Apple is reportedly slashing iPhone X orders because it isn't selling well
- Several reports from Asia say Apple has slashed component orders for the iPhone X, its most important product.
- Apple shares dropped on the news.
- Apple's CEO Tim Cook has previously said about component orders that that "even if a particular data point were factual, it would be impossible to accurately interpret" what it means for iPhone sales.
Apple has reportedly slashed some component orders for the iPhone X.
Apple allegedly told suppliers that it's cutting its first-quarter production target for the iPhone X to about 20 million units, down from 40 million, Nikkei reported earlier this week.

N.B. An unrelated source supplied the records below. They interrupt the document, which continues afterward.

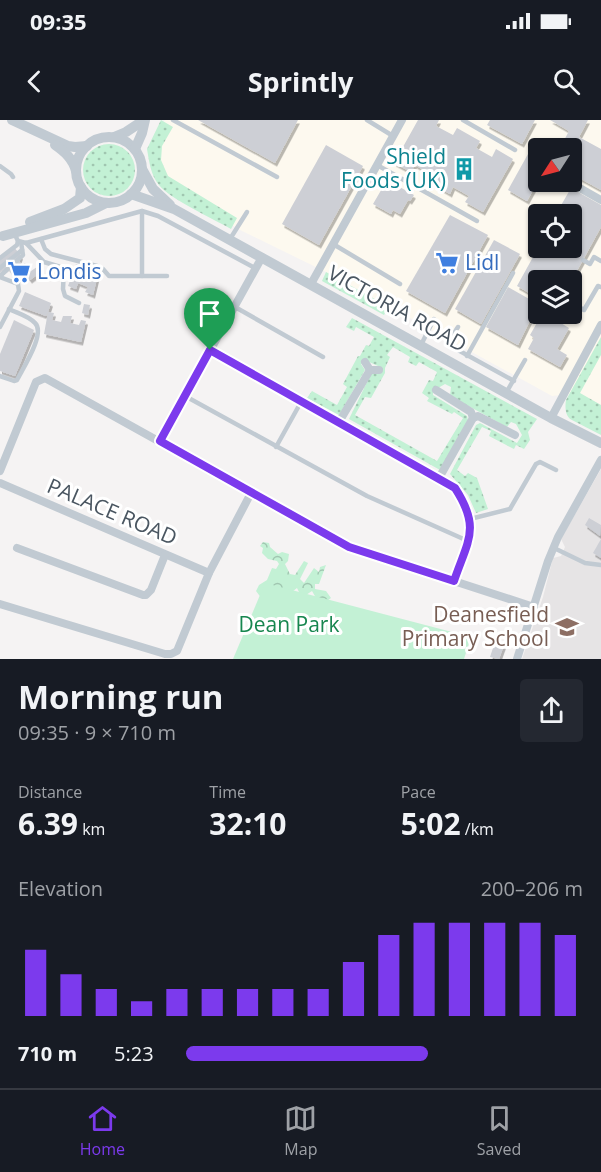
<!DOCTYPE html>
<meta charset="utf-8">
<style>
:root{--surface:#171b24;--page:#242831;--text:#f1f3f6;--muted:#9ea1a6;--line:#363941;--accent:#7c3aed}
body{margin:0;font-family:"Open Sans",sans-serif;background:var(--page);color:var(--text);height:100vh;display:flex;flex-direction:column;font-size:22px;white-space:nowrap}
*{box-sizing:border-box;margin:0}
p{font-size:20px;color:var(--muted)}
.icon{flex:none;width:33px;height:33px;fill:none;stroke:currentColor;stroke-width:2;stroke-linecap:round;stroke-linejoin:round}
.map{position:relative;height:539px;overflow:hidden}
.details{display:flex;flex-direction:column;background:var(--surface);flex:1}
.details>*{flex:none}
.needle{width:39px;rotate:234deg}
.buttons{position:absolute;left:528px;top:18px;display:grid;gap:12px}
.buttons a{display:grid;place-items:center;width:54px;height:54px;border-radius:6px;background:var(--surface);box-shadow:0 2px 4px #0004;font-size:30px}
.pin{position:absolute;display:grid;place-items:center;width:51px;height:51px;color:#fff;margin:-62px -26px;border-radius:50% 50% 50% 0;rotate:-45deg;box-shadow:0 0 6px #0007}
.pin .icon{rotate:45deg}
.round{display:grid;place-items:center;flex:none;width:63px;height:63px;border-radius:6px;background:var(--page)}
.headline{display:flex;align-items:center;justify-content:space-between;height:102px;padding:0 18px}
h1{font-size:33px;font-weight:700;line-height:45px}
.stats{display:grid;grid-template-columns:repeat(3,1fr);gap:9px;height:102px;padding:6px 18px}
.stats div{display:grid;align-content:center}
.stats b{font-size:30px;font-weight:700}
.stats small{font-size:16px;font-weight:400}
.stats p{font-size:16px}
.chart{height:168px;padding:12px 18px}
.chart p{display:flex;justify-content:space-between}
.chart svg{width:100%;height:108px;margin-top:6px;stroke:var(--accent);stroke-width:6}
ul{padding:0 18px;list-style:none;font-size:20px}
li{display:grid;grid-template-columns:96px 72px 1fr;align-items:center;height:45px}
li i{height:15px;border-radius:8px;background:var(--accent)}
.status{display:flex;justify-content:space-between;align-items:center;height:42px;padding:0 30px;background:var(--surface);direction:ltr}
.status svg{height:16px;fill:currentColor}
header{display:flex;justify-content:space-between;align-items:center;height:78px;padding:0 18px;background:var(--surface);font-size:27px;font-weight:700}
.tabs{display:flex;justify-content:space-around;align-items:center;height:84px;border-top:2px solid var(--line);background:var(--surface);font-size:16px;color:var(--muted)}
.tabs a{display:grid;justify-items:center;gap:3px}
.tabs .active{color:var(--accent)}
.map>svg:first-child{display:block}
</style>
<div class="status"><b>09:35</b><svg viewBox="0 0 49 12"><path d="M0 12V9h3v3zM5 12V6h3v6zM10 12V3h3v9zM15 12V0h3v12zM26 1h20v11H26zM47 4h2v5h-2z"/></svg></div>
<header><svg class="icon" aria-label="back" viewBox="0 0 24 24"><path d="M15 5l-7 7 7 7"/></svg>Sprintly<svg class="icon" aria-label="search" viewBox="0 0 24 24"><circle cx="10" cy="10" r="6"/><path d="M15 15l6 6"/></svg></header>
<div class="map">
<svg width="601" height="539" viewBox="0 0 601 539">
<defs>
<pattern id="grass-dots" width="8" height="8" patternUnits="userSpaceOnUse" patternTransform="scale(1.5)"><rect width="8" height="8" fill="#c3f1d5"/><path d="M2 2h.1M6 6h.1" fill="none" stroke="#a0c6b0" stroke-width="1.8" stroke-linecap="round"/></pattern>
<pattern id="forest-crowns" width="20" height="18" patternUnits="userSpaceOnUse" patternTransform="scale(1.5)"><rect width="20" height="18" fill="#c3f1d5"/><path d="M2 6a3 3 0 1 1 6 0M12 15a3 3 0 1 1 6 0" fill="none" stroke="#a0c6b0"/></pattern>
<filter id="shadow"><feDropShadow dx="2" dy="3.5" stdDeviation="0" flood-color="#0004"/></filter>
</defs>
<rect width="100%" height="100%" fill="#f5f3f3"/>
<!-- commercial -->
<path fill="#fdf9ef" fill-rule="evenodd" d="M165,0H601V285L579,273L552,276L326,152L242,111L172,68L153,23ZM538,28H572V62H538ZM538,94H572V128H538ZM538,160H572V194H538Z"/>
<!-- education -->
<path fill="#e6e4e5" d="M601,349V539H522L543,477L553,438L561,436L565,427L561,419Z"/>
<!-- grass -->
<g fill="url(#grass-dots)" fill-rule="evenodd">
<path d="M161,0L173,7L162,26L161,40L168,56L237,98L231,109C214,99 170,79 159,65C151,56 149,41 147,29Z"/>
<circle cx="109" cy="50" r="26"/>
<path d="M326,152L389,187L384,195L322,161Z"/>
<path d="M352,198L537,299L528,312L530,320L524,329L516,325L514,329L489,316L491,311L482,307L457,350L465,356L468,353L477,358L488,389L476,393L468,375L450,354L476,305L480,303L517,323L522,315L516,304L511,302L507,307L450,276L451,267L445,264L433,271V275L467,296L468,300L440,350L349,299L371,254L378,246L367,241L361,244L365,250L339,295L307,278L312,271L337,285L347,267L343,264L358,236H360L366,225L369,226L374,217L356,207L354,211L346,207ZM393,227L410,237L408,242L416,246L419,242L437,252L433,261L429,260L422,273L429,278L427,281L452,294L454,292L463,298L437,341L355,295L365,277L371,278L385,253V248L390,237L387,235Z"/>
<path d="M601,217V235L580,273L601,285V315L570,299C565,294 565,287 566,280Z"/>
</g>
<!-- forest -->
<path fill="url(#forest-crowns)" d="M263,422L269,423L270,427L278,434L282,432L289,434L288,441L285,444L290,454L295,455L304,441L308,443L300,459L304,463L314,448L319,452L320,447L326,445L319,464H315V469L326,471L331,478L324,483L316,478L312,471L306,475L300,474L297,468L288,475L262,479L256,471L259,465L267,460L272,448L276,449L279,444L277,441L268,439L262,433L263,428L260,426Z"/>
<!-- park -->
<path fill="#c3f1d5" d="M265,463L471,517L464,539H233Z"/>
<!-- building -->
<g fill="#cdcfd5" filter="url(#shadow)">
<path d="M198,0H298L275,43Z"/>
<path d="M418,0H439L436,6L453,15L457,8L480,21L476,28L492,37L496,29L513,39L483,92L465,82L469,76L453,67L450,74L427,61L431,54L415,45L411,52L394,43Z"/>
<path d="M490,0H535L522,24L487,5Z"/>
<path d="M550,0H588L579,17L601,29V70L572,54V28H560L569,11Z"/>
<path d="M326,25L363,46L319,125L282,104Z"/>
<path d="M528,34L538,39V61L527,81L508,70Z"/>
<path d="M387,60L414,75L410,81L408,80L400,94L393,90L391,94L373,84Z"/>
<path d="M571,68L601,85V107L572,160H538V178L517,166L538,128H572V94H556Z"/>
<path d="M450,95L488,115L445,193L406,171Z"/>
<path d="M494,120L520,134L481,204L455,189Z"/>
<path d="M14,127L21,136L19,141L22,145L25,143L31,151L37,147L41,152L30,160L26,155L17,160L7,147L0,153V138Z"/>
<path d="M76,144L99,150L93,175L85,172L88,167L78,163L76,169L68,166Z"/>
<path d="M508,167L538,184L518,225L486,207Z"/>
<path d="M25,172L51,183L48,192L54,193L52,200L61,202L63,196H72L70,203L79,205L81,200L86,201L81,222L44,214L48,192L46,196L19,186Z"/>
<path d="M84,184L90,185L88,195L82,193Z"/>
<path d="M542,194H562L556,200L569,208L557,229L567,235L560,247L528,229L534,218L530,215Z"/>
<path d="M14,200L34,210L15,256L0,251V234Z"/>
<path d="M589,398L601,405L600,416L585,405Z"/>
<path d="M601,419V438L593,433Z"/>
<path d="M495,522L504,525L499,539L490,537Z"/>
</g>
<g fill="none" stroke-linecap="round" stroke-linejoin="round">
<!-- service -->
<g stroke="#c1cad2" stroke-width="4.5">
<path d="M173,0L277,57"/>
<path d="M367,0L393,16"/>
<path d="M463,0L515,30"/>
<path d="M377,45L477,101"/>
<path d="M0,46L11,54L13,57"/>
<path d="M14,113L18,121L26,123L142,91L158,96L255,148"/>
<path d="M41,119L45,129L51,134L97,146L103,149L109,156H167"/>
<path d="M230,119L247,92"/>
<path d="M26,123L44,142L64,148L63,169L65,176L79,183"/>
<path d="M333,124L400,164"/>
<path d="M0,138L17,125L18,121"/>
<path d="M583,140L590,144L594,137L601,141"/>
<path d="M0,148L22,130"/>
<path d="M0,156L23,135L21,122"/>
<path d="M142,156V91"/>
<path d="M0,157L18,164L19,171L0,207"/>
<path d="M572,183L584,190L598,166L601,167"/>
<path d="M235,187L323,237"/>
<path d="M458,207L447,224L514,261"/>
<path d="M421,225L434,199"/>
<path d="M467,236L513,153"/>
<path d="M0,256L14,261L17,260C23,248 46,213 35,203C29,196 17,193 9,189"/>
<path d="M506,273L525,240"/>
<path d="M185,276L367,376L468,421"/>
<path d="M276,327L301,282"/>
<path d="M470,399L510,389L536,344L540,342L556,350"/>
<path d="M554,428L585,443L601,445"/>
</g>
<!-- minor -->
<g stroke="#c1cad2" stroke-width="8">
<path d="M569,62L601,80"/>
<path d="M311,164L402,0"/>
<path d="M210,230L455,367C481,408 468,420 454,461"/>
<path d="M365,242L370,250H379"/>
<path d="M436,270L471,292L473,298L478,296L515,315"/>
<path d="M551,298L601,205"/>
<path d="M339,302L370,250"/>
<path d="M160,321L262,137"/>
<path d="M0,351L36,262L45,258L349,427L534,487"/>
<path d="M439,358L473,298"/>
<path d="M0,363L209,453"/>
<path d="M17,428L143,475H146L151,470L165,435"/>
<path d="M0,484L165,534H171L177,531L209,453L251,373"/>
<path d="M517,539L548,441L558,417L601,340"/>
</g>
<!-- tertiary -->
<g stroke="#c1cad2" stroke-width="10">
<path d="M12,0L68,26L75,27L87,26"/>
<path d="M114,17L126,12L144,0"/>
<circle cx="109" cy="50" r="33"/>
<path d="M55,25C65,32 73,39 76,51"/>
<path d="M135,29L142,13L145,0"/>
<path d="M142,49L153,69L170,85"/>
<path d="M131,74L174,89L551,298L601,323"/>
<path d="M30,102L64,89L80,78L81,67"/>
<path d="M3,116L86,93L106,83"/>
</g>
</g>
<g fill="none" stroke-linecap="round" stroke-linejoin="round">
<!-- route casing -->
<g stroke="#fff" stroke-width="12">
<path id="route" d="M210,230L455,368C481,408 468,420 454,461L349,427L160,321Z"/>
</g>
<!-- route -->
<use href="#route" stroke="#7c3aed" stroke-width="8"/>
</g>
<!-- icons -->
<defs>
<g id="building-bare" transform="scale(1.8)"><path d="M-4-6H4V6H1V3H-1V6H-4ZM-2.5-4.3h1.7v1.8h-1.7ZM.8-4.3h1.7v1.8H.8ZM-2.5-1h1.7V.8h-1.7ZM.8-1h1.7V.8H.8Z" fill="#0f9aa8" stroke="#fff" stroke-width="2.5" paint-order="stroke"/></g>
<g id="supermarket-bare" transform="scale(1.8)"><path d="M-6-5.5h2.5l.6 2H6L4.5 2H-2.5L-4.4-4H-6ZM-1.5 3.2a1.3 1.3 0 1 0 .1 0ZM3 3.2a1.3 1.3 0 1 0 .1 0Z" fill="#3f7fe0" stroke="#fff" stroke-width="2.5" paint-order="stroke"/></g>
<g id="school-bare" transform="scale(1.8)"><path d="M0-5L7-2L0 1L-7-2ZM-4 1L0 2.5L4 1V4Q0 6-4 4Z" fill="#8d6e63" stroke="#fff" stroke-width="2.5" paint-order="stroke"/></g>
</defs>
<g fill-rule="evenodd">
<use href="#building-bare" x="464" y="49"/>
<use href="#supermarket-bare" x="447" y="143"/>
<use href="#supermarket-bare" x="19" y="152"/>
<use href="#school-bare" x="567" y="507"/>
</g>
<g text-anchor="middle" stroke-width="6" stroke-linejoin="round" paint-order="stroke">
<!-- culture labels -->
<g font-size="21" fill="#0d838f" stroke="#fff" text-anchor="end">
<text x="446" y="44">Shield<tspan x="446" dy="24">Foods (UK)</tspan></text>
</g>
<!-- shop labels -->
<g font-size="21" fill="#366cbe" stroke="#fff" text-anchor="start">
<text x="465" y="150">Lidl</text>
<text x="37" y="159">Londis</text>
</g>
<!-- street labels -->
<g font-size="21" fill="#4a5661" stroke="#fff">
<text transform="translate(397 189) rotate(29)" y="7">VICTORIA ROAD</text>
<text transform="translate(112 392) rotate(23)" y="7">PALACE ROAD</text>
</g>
<!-- education labels -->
<g font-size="21" fill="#785e54" stroke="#fff" text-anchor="end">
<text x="549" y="502">Deanesfield<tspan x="549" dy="24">Primary School</tspan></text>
</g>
<!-- park labels -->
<g font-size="21" fill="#17864f" stroke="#fff">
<text x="289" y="512">Dean Park</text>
</g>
</g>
</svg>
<div class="buttons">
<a><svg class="needle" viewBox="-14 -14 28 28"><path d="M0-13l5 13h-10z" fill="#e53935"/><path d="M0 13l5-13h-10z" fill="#9ea1a6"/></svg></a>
<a><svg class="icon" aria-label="locate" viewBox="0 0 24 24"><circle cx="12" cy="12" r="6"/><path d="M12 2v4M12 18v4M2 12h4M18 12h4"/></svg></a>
<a><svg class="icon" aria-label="layers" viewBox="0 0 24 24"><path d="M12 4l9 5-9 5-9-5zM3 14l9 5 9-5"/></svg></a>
</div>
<div class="pin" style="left:210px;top:230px;background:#1e9e55"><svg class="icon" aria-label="arrive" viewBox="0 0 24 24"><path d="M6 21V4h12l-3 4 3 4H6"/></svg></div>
</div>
<section class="details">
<div class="headline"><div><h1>Morning run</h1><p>09:35 · 9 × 710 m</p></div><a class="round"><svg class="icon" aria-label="share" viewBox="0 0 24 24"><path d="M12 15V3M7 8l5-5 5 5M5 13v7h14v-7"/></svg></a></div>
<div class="stats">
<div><p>Distance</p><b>6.39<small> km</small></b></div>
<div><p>Time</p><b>32:10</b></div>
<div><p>Pace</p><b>5:02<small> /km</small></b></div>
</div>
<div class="chart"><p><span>Elevation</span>200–206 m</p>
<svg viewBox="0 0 160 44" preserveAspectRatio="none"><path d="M5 44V17M15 44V27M25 44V33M35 44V38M45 44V33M55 44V33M65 44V33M75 44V33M85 44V33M95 44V22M105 44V11M115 44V6M125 44V6M135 44V6M145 44V6M155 44V11"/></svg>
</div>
<ul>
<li><b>710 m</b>5:23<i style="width:61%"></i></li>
</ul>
</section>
<nav class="tabs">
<a class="active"><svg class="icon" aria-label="home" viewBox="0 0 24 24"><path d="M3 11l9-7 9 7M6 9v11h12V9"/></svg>Home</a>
<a><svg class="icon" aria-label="map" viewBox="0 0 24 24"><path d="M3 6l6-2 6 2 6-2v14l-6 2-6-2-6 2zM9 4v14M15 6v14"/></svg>Map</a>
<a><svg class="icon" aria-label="saved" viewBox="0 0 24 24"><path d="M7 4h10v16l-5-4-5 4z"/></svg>Saved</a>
</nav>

The Wall Street Journal followed that up on Tuesday, reportedly confirming that Apple is only planning to make 20 million iPhone X phones in the first quarter.
The WSJ quotes a person familiar for the reason for the cut: “They always do this when things aren’t selling well. It’s a real headache,” one of the Wall Street Journal's sources said.
Apple's stock slid over 1% in trading after the Nikkei report on Monday.
The iPhone X is Apple's most important product. It was launched in September with a higher price tag than any iPhone before it — $1,000. It also came with the iPhone's first major redesign in three years.
At first, it looked like supply of the device was going to be lower than its demand, due to production issues, especially with the device's delicate Face ID camera. But Apple was able to largely fulfill any iPhone X orders it received during the holiday season. Now, as Apple's slow season kicks off, it looks as if the $1,000 price tag is hurting demand.
Apple didn't comment to the Wall Street Journal or Nikkei, but CEO Tim Cook addressed January component rumors in a 2013 earnings call:
"I'd also stress that even if a particular data point were factual, it would be impossible to accurately interpret the data point as to what it meant for our overall business, because the supply chain is very complex, and we obviously have multiple sources for things. Yields might vary, supplier performance can vary, the beginning inventory positions can vary, I mean there's just an inordinately long list of things that would make any single data point not a great proxy for what's going on."
Renowned KGI Securities analyst Ming-Chi Kuo revised his shipment forecast for iPhone X units in the January quarter to 18 million units in a January 18 research note seen by Business Insider, which he said was lower than the market consensus of 20-30 million units shipped. He cited soft demand in China for the revision.
"The China demand softness and lack of uptake for iPhone X is the main culprit for the unit shortfall in March and June," GBH Insights analyst Daniel Ives told Business Insider. He's still bullish that even with unit shortfalls in the short term, it doesn't change Apple's "underlying demand story."
Apple reports its holiday quarter earnings on Thursday, where it will provide total iPhone sales for the period between October and December. It will also give revenue guidance for next quarter that analysts can back into iPhone shipment estimates.